— Instructions to follow —
Every line of the entries below from the one containing "2030 799 2037" to the one containing "1209 764 1306", both ends included, must be written out exactly. No other line belongs in the answer.

— Source records —

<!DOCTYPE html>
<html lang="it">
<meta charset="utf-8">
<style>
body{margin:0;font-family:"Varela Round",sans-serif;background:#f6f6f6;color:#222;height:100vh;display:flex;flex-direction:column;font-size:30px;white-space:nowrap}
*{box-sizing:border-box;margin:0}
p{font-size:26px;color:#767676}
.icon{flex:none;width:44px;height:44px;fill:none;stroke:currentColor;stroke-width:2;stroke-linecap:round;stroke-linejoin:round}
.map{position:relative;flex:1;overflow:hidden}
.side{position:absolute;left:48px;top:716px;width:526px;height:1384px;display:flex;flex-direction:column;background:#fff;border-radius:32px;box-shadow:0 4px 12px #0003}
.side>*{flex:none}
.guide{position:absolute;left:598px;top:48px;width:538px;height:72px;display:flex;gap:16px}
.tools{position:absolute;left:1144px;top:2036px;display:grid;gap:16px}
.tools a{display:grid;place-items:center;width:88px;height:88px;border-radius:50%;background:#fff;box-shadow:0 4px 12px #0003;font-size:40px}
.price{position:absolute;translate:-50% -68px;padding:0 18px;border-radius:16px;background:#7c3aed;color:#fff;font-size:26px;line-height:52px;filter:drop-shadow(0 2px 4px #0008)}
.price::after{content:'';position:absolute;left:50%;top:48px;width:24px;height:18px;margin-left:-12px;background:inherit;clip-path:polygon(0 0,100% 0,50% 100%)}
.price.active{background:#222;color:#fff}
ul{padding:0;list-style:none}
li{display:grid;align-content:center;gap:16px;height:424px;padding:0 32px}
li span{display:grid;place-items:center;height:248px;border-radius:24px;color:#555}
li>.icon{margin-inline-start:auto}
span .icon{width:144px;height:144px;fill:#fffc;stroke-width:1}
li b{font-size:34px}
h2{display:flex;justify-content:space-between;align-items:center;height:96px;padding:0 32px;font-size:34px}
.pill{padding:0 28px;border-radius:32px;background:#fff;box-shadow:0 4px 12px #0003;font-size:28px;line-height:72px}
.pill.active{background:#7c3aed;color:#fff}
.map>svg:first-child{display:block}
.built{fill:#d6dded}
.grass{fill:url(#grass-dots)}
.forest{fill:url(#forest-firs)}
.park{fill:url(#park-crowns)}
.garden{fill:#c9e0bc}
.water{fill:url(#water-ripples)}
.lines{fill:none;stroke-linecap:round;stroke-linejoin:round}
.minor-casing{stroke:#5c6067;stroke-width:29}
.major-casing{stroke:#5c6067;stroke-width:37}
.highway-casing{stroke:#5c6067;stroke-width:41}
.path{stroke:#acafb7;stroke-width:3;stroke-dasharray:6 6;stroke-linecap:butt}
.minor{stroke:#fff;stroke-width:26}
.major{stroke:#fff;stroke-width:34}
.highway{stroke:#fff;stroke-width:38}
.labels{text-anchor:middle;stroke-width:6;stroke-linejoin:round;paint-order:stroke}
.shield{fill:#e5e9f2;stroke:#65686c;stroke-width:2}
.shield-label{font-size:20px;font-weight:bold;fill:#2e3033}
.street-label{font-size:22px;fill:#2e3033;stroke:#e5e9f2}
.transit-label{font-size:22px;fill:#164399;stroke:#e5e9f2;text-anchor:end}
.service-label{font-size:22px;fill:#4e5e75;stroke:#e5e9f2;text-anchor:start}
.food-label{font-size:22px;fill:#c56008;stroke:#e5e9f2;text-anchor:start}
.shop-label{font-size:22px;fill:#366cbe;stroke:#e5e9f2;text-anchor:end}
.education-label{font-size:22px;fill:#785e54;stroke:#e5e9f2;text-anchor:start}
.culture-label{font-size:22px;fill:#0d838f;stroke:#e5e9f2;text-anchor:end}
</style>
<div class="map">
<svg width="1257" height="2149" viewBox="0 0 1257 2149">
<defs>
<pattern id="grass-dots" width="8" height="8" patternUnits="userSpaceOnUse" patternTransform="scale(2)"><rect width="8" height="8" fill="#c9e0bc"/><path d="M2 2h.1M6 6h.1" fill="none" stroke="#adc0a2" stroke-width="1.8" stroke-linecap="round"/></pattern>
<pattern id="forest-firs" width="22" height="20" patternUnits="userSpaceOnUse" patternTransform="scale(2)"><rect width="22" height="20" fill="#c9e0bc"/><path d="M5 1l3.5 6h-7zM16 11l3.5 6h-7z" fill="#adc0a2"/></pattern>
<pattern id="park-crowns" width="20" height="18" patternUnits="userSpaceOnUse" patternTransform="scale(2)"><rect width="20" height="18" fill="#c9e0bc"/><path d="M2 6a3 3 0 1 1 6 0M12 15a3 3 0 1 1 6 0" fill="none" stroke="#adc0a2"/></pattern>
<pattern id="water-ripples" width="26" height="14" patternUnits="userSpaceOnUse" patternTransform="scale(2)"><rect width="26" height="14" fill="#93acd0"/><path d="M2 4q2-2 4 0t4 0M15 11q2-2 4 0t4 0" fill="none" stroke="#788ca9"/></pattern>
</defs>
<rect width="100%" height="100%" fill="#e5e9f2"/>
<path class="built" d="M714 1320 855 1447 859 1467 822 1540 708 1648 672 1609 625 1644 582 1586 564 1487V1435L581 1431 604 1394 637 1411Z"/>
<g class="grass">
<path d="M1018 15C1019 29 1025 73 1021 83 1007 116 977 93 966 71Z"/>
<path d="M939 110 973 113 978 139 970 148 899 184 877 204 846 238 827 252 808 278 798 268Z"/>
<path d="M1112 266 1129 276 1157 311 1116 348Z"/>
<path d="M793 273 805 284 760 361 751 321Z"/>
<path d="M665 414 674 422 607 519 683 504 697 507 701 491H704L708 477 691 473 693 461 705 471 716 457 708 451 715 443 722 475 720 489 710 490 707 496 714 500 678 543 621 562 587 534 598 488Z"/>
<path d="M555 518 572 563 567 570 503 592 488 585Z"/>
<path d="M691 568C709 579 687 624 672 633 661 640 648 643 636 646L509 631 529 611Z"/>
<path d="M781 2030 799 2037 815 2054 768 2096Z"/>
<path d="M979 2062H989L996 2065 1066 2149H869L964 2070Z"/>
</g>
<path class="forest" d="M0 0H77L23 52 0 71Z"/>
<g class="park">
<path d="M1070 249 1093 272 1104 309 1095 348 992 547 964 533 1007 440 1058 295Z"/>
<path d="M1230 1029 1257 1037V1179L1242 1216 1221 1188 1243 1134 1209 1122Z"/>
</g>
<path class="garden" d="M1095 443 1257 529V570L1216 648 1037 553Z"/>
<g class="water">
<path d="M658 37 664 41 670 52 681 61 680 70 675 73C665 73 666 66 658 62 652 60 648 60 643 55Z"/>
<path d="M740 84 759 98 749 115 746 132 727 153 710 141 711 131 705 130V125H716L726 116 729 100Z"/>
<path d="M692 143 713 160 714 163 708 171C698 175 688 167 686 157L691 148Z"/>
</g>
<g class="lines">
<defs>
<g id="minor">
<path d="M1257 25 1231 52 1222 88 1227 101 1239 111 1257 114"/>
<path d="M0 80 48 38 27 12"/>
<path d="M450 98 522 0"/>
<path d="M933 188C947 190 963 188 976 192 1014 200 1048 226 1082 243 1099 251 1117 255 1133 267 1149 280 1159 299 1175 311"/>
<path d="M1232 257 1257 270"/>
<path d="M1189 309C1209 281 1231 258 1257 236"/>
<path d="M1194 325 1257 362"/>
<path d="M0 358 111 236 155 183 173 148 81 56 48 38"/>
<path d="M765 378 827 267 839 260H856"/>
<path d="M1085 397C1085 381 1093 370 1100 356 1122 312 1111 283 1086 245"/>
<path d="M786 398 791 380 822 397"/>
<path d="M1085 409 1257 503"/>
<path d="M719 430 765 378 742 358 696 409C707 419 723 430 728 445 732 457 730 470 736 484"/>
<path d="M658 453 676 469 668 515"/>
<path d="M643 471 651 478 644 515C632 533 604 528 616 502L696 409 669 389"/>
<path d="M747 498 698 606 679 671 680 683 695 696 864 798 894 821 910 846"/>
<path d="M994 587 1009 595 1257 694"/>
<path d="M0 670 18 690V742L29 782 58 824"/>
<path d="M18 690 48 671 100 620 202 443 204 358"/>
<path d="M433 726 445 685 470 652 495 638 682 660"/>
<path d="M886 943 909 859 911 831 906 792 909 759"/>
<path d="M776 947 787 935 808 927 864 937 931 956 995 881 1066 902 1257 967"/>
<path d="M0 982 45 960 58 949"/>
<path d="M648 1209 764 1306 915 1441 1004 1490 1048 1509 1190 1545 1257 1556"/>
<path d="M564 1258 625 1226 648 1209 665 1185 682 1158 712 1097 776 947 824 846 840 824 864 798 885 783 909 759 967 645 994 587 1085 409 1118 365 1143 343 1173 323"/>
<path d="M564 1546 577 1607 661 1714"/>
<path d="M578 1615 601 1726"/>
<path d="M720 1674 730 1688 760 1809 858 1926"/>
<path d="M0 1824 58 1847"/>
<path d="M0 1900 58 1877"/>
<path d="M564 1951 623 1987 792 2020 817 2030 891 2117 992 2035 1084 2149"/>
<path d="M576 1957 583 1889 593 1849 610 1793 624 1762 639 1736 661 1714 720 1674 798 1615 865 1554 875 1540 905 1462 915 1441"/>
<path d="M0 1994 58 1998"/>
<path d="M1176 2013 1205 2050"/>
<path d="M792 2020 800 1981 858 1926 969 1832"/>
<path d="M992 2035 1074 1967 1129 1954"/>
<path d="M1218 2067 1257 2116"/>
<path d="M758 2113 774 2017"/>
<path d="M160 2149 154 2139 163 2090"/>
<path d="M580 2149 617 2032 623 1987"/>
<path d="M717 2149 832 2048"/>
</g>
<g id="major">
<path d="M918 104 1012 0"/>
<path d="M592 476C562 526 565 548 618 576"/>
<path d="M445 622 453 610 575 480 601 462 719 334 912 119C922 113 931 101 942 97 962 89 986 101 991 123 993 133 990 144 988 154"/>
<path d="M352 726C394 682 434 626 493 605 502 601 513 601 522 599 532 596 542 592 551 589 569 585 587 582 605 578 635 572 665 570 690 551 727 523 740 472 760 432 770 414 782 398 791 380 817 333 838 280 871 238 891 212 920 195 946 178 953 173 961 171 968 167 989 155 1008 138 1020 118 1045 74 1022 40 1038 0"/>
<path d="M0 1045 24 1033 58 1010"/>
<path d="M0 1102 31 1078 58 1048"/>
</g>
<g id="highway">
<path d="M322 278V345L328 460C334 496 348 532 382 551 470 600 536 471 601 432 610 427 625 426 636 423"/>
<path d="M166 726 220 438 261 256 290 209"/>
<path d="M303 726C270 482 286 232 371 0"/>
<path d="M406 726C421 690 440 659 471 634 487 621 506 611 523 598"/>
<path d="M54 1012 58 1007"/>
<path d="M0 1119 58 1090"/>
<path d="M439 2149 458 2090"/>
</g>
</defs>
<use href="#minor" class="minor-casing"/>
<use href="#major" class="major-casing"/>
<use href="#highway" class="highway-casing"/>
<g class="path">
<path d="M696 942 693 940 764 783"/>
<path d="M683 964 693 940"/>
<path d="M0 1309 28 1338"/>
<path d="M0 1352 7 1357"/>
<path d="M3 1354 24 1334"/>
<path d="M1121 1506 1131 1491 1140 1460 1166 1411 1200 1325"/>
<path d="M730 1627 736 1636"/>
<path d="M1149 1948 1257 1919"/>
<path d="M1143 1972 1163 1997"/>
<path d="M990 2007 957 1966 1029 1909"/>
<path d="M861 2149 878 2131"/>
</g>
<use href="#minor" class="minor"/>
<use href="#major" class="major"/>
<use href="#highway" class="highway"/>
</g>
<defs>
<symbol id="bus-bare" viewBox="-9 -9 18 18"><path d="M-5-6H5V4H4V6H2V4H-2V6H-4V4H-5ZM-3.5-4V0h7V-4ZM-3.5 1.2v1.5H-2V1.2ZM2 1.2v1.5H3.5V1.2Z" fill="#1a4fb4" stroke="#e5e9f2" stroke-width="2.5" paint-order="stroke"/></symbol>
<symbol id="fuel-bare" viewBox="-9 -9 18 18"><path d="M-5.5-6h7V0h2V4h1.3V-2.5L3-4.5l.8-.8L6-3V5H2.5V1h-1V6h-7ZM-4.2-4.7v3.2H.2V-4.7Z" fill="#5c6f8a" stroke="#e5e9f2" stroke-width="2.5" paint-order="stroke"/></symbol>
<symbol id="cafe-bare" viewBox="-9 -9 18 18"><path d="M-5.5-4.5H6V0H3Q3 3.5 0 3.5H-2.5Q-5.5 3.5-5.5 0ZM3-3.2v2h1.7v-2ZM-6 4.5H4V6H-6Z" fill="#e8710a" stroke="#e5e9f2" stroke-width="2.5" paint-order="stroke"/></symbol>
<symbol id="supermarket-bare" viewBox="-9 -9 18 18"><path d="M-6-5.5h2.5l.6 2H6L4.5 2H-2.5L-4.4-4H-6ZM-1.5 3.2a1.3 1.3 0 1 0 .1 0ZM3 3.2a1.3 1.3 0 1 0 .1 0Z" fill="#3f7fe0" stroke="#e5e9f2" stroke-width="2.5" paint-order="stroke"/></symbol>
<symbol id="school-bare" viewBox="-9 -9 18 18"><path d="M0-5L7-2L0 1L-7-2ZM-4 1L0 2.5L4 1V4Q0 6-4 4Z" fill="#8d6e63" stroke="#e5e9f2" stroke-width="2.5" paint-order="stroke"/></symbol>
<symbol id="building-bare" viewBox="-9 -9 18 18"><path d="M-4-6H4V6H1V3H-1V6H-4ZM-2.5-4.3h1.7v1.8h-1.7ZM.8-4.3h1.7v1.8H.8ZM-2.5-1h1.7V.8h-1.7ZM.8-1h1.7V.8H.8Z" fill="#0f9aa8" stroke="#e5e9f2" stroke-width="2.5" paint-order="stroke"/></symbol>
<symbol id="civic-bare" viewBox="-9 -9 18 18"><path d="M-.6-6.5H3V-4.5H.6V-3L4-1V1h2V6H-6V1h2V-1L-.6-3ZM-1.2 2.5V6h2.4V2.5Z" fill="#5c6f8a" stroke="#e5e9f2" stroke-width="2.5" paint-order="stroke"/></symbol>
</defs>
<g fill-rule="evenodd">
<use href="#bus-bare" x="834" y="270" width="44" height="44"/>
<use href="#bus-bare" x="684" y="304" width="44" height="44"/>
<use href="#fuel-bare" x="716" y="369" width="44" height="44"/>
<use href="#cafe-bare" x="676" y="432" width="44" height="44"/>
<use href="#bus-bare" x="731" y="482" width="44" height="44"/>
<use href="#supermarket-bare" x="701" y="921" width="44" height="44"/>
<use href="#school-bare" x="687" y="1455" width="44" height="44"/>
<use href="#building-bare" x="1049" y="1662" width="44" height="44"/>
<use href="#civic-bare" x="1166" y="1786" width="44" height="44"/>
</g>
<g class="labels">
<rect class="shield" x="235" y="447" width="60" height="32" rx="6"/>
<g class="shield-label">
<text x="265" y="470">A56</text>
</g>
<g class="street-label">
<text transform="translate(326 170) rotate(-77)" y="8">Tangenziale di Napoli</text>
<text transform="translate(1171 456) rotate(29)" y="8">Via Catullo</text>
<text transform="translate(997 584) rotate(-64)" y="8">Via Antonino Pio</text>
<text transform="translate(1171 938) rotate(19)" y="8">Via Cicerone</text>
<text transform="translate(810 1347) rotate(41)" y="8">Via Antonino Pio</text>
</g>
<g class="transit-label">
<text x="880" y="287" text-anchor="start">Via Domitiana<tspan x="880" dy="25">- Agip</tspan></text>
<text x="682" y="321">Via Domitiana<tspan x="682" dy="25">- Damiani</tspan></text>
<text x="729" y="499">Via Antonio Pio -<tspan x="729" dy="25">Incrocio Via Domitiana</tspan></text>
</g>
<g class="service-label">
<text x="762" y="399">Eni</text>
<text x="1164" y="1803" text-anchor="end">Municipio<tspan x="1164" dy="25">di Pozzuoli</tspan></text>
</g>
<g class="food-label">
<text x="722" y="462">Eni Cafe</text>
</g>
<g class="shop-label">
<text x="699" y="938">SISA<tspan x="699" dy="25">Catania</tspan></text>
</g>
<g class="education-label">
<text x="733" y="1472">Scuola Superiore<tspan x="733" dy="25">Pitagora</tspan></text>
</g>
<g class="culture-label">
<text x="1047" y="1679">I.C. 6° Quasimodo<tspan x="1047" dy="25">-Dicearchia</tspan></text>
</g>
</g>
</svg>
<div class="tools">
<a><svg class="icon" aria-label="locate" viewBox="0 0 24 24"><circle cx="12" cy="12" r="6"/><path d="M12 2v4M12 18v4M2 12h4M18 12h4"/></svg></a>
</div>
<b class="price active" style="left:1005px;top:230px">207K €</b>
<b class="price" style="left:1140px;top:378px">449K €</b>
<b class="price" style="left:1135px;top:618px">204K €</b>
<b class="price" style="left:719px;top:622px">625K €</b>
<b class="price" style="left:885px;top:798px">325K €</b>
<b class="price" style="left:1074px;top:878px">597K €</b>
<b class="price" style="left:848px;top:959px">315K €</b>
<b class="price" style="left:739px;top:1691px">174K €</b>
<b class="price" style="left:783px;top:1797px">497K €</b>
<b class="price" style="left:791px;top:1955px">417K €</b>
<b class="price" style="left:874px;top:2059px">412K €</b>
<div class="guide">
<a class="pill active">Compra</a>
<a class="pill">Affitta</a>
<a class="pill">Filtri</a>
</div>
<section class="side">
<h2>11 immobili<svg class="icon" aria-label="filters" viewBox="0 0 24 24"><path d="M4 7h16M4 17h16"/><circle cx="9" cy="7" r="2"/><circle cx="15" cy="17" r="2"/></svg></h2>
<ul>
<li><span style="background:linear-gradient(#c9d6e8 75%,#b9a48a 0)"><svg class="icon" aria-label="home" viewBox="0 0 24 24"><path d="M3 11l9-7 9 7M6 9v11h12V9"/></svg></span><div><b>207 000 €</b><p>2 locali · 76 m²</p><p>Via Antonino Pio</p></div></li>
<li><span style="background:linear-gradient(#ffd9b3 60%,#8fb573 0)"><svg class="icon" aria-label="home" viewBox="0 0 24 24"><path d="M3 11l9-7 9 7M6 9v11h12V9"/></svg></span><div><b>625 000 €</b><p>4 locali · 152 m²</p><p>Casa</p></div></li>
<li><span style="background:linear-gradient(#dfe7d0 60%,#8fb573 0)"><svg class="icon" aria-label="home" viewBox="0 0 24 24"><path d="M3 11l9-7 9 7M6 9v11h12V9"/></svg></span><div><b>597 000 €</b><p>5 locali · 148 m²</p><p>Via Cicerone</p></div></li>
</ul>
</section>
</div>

— Reply to the task —
<path d="M781 2030 799 2037 815 2054 768 2096Z"/>
<path d="M979 2062H989L996 2065 1066 2149H869L964 2070Z"/>
</g>
<path class="forest" d="M0 0H77L23 52 0 71Z"/>
<g class="park">
<path d="M1070 249 1093 272 1104 309 1095 348 992 547 964 533 1007 440 1058 295Z"/>
<path d="M1230 1029 1257 1037V1179L1242 1216 1221 1188 1243 1134 1209 1122Z"/>
</g>
<path class="garden" d="M1095 443 1257 529V570L1216 648 1037 553Z"/>
<g class="water">
<path d="M658 37 664 41 670 52 681 61 680 70 675 73C665 73 666 66 658 62 652 60 648 60 643 55Z"/>
<path d="M740 84 759 98 749 115 746 132 727 153 710 141 711 131 705 130V125H716L726 116 729 100Z"/>
<path d="M692 143 713 160 714 163 708 171C698 175 688 167 686 157L691 148Z"/>
</g>
<g class="lines">
<defs>
<g id="minor">
<path d="M1257 25 1231 52 1222 88 1227 101 1239 111 1257 114"/>
<path d="M0 80 48 38 27 12"/>
<path d="M450 98 522 0"/>
<path d="M933 188C947 190 963 188 976 192 1014 200 1048 226 1082 243 1099 251 1117 255 1133 267 1149 280 1159 299 1175 311"/>
<path d="M1232 257 1257 270"/>
<path d="M1189 309C1209 281 1231 258 1257 236"/>
<path d="M1194 325 1257 362"/>
<path d="M0 358 111 236 155 183 173 148 81 56 48 38"/>
<path d="M765 378 827 267 839 260H856"/>
<path d="M1085 397C1085 381 1093 370 1100 356 1122 312 1111 283 1086 245"/>
<path d="M786 398 791 380 822 397"/>
<path d="M1085 409 1257 503"/>
<path d="M719 430 765 378 742 358 696 409C707 419 723 430 728 445 732 457 730 470 736 484"/>
<path d="M658 453 676 469 668 515"/>
<path d="M643 471 651 478 644 515C632 533 604 528 616 502L696 409 669 389"/>
<path d="M747 498 698 606 679 671 680 683 695 696 864 798 894 821 910 846"/>
<path d="M994 587 1009 595 1257 694"/>
<path d="M0 670 18 690V742L29 782 58 824"/>
<path d="M18 690 48 671 100 620 202 443 204 358"/>
<path d="M433 726 445 685 470 652 495 638 682 660"/>
<path d="M886 943 909 859 911 831 906 792 909 759"/>
<path d="M776 947 787 935 808 927 864 937 931 956 995 881 1066 902 1257 967"/>
<path d="M0 982 45 960 58 949"/>
<path d="M648 1209 764 1306 915 1441 1004 1490 1048 1509 1190 1545 1257 1556"/>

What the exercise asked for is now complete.